Organic Seed Banks Preserve Genetically Diverse Food Supply

Seed Activism
In a recent study titled “Seed Freedom: A Global Citizens Report,” Shiva’s research showed the ways that genetic contamination is rapidly spreading and, specifically, how India has lost organic cotton seed varieties due to contamination by Bt Cotton. The report also points to other places, like Mexico, facing similar challenges.
“Mexico, the historical cradle of corn, has lost eighty percent of its corn varieties,” according to the report. It is in the face of this global scourge, Shiva hopes, that organic seed banks will help create a different future.
Worldwide, these banks operate on various scales, with distinct forms of operations and funding. SeedSavers.org, for instance, offers an alternative model to biotech-fueled agriculture through “participatory preservation of organic seeds” among its members to ensure the planet maintains a “genetically diverse food supply.” The group, headquartered in Decorah, Iowa, operates one of the largest seed banks in North America where it works with farmers and gardeners to secure heirloom varieties of seeds.
Each year thousands of seed varieties are exchanged among “backyard preservationists” through the group’s Seed Savers Exchange Yearbook, which helps members find varieties suited to their particular region and source material to use in localized breeding projects. Their preservation methods keep open-pollinated and heirloom seeds circulating among gardeners and farmers, making those varieties available to everyone.
Crowd-sourced Seed Banks
As people send in seeds, these banks are becoming a sort of crowd-soured preservation of seeds that are in the danger of being lost. The Bay Area Seed Interchange Library, located at the Berkeley Ecology Center, is another example. Here, people “check out” seeds, grow them, let some plants sow seed, then return those seeds to the library to share with other gardeners.

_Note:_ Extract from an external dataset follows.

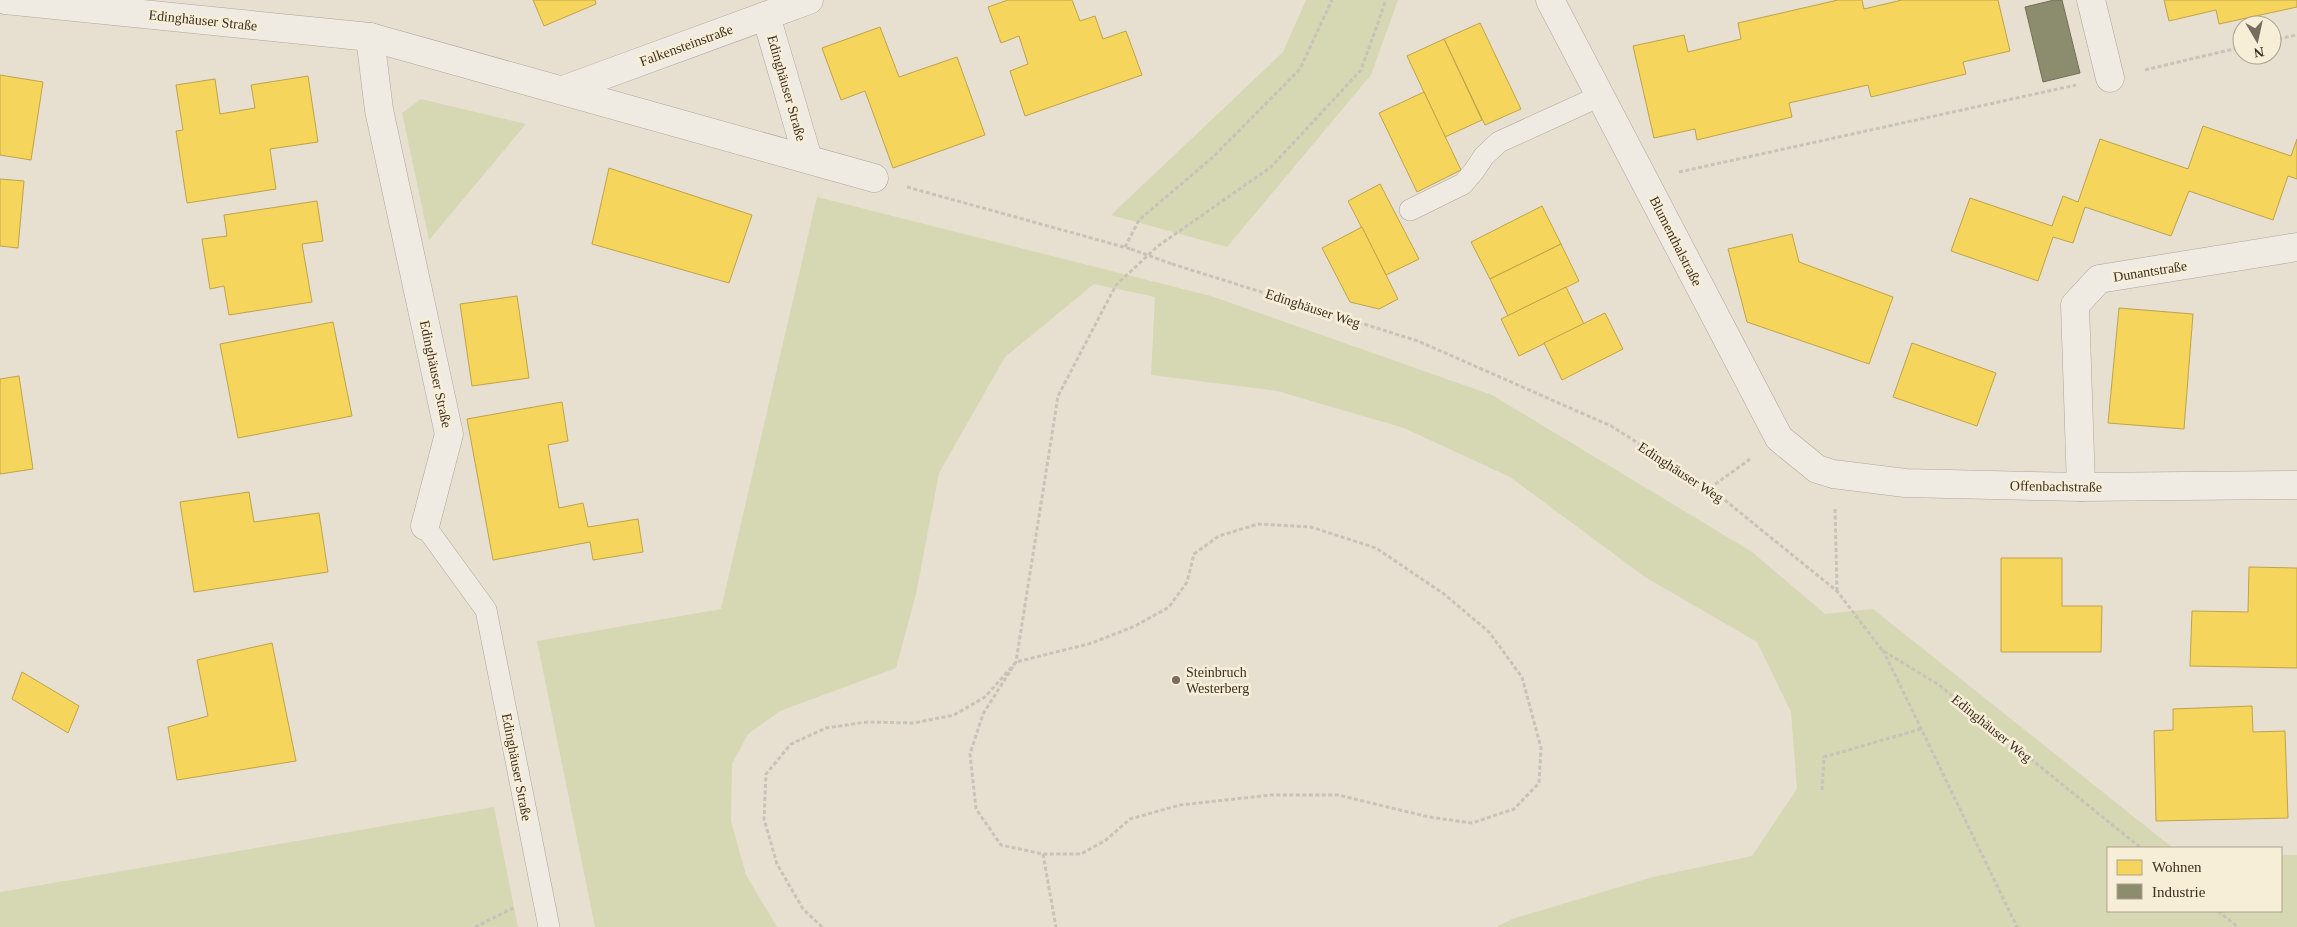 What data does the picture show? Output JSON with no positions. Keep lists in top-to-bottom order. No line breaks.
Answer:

Meanwhile, the message in some mainstream media appears to be catching on. As the Daily Mail reported in October, scientists are increasingly joining forces to challenge industry claims that genetically modified food is safe for humans.
As scientists and farmers already know, organic seed banks may be our best investment against bio-piracy and the poisoning of our global food supply. Now, it is up to governments like India, the U.S. and nations around the world to pass laws pushing back against biotech giants like Monsanto to preserve our collective future.